YOUR INSTRUCTIONS:
Instruction for the entries that follow: retype exactly the lines from the line with "ctx.lineJoin = 'round';" to the line with "ctx.font = font", both included, and omit all others.

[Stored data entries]
+ + +

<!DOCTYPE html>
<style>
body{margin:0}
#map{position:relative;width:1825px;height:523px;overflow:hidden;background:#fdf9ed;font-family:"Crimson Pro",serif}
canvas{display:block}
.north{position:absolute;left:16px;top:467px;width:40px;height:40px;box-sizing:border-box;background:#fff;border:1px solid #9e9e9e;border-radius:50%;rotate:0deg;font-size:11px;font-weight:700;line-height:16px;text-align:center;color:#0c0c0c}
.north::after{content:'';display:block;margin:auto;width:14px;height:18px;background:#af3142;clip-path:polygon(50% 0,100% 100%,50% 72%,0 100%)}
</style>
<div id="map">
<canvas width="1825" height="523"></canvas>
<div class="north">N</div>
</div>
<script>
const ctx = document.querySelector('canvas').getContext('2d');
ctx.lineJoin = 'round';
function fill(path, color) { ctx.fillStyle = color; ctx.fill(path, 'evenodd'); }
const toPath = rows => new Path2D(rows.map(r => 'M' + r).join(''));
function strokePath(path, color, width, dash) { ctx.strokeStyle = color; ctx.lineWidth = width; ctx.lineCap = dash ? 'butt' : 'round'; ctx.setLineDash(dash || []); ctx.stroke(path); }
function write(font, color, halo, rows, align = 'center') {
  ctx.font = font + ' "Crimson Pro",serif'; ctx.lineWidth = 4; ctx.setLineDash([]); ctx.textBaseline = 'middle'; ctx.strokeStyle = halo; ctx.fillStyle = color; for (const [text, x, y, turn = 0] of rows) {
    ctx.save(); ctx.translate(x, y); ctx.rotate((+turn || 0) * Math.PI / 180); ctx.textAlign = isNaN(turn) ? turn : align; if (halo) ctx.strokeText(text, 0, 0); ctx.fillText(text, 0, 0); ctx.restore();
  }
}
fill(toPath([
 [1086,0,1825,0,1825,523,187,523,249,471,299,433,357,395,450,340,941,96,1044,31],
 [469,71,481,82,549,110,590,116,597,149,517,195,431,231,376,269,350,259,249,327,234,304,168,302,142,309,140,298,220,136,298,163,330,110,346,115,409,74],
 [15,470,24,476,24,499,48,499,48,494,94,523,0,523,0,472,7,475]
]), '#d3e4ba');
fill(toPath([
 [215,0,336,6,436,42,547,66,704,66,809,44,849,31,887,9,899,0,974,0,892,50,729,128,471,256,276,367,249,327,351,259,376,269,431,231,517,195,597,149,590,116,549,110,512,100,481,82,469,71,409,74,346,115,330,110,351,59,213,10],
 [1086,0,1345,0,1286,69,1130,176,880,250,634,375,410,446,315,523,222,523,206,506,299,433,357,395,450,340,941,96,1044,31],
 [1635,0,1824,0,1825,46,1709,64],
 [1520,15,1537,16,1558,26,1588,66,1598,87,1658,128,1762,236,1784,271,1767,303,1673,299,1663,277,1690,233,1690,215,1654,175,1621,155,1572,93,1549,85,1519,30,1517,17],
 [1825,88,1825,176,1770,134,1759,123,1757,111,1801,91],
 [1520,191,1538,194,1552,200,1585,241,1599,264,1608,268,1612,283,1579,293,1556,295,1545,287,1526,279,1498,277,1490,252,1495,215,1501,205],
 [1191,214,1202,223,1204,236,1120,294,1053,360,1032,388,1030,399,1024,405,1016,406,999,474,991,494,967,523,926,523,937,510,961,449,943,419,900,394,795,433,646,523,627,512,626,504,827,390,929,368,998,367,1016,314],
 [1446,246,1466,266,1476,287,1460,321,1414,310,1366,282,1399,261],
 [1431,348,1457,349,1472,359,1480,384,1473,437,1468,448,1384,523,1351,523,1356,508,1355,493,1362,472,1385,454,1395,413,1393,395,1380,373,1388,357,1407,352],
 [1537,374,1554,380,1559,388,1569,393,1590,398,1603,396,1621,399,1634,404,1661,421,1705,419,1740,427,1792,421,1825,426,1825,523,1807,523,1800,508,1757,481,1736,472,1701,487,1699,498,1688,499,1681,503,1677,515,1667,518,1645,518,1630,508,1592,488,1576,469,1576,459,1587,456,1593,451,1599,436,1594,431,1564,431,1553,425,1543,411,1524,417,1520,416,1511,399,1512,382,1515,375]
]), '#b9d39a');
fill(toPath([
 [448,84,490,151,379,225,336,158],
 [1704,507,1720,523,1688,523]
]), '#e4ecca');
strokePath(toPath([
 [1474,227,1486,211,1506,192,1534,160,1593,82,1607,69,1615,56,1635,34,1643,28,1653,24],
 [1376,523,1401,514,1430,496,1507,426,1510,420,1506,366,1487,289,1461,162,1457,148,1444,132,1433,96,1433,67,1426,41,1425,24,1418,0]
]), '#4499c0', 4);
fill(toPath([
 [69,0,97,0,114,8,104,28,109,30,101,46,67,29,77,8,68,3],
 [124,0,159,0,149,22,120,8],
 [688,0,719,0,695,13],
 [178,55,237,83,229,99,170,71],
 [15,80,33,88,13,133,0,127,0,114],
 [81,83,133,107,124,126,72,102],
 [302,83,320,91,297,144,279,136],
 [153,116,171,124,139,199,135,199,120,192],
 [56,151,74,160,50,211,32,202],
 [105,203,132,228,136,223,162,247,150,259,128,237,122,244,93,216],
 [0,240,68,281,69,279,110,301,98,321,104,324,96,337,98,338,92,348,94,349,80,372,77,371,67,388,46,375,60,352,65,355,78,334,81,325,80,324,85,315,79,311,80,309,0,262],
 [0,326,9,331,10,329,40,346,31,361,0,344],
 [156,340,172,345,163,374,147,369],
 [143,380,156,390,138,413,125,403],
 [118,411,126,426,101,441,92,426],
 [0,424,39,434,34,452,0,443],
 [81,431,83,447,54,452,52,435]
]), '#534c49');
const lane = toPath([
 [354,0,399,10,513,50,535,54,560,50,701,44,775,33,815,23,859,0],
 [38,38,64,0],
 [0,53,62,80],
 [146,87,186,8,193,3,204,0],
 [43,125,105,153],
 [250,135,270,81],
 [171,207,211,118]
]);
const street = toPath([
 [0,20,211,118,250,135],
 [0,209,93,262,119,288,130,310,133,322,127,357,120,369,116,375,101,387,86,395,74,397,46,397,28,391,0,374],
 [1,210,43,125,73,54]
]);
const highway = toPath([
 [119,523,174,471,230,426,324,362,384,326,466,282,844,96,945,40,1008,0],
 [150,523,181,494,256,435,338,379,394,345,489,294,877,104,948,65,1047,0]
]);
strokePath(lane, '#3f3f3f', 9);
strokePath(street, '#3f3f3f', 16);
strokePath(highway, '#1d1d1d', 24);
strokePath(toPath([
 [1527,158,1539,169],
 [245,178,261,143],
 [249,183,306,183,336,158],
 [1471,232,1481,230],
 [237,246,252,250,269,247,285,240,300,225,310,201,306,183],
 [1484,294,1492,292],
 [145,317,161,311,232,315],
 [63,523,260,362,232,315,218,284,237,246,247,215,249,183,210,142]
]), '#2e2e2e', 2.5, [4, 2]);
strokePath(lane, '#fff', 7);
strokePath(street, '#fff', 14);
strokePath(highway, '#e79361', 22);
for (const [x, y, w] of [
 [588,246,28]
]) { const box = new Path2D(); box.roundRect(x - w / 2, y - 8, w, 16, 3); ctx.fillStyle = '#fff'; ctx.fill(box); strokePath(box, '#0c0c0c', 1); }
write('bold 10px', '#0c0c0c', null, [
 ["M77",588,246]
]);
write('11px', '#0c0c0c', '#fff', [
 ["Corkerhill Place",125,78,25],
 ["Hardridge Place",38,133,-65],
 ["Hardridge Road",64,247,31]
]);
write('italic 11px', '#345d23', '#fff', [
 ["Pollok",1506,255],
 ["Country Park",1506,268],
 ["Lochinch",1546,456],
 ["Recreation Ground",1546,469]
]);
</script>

+ + +

RESULT:
ctx.lineJoin = 'round';
function fill(path, color) { ctx.fillStyle = color; ctx.fill(path, 'evenodd'); }
const toPath = rows => new Path2D(rows.map(r => 'M' + r).join(''));
function strokePath(path, color, width, dash) { ctx.strokeStyle = color; ctx.lineWidth = width; ctx.lineCap = dash ? 'butt' : 'round'; ctx.setLineDash(dash || []); ctx.stroke(path); }
function write(font, color, halo, rows, align = 'center') {
  ctx.font = font + ' "Crimson Pro",serif'; ctx.lineWidth = 4; ctx.setLineDash([]); ctx.textBaseline = 'middle'; ctx.strokeStyle = halo; ctx.fillStyle = color; for (const [text, x, y, turn = 0] of rows) {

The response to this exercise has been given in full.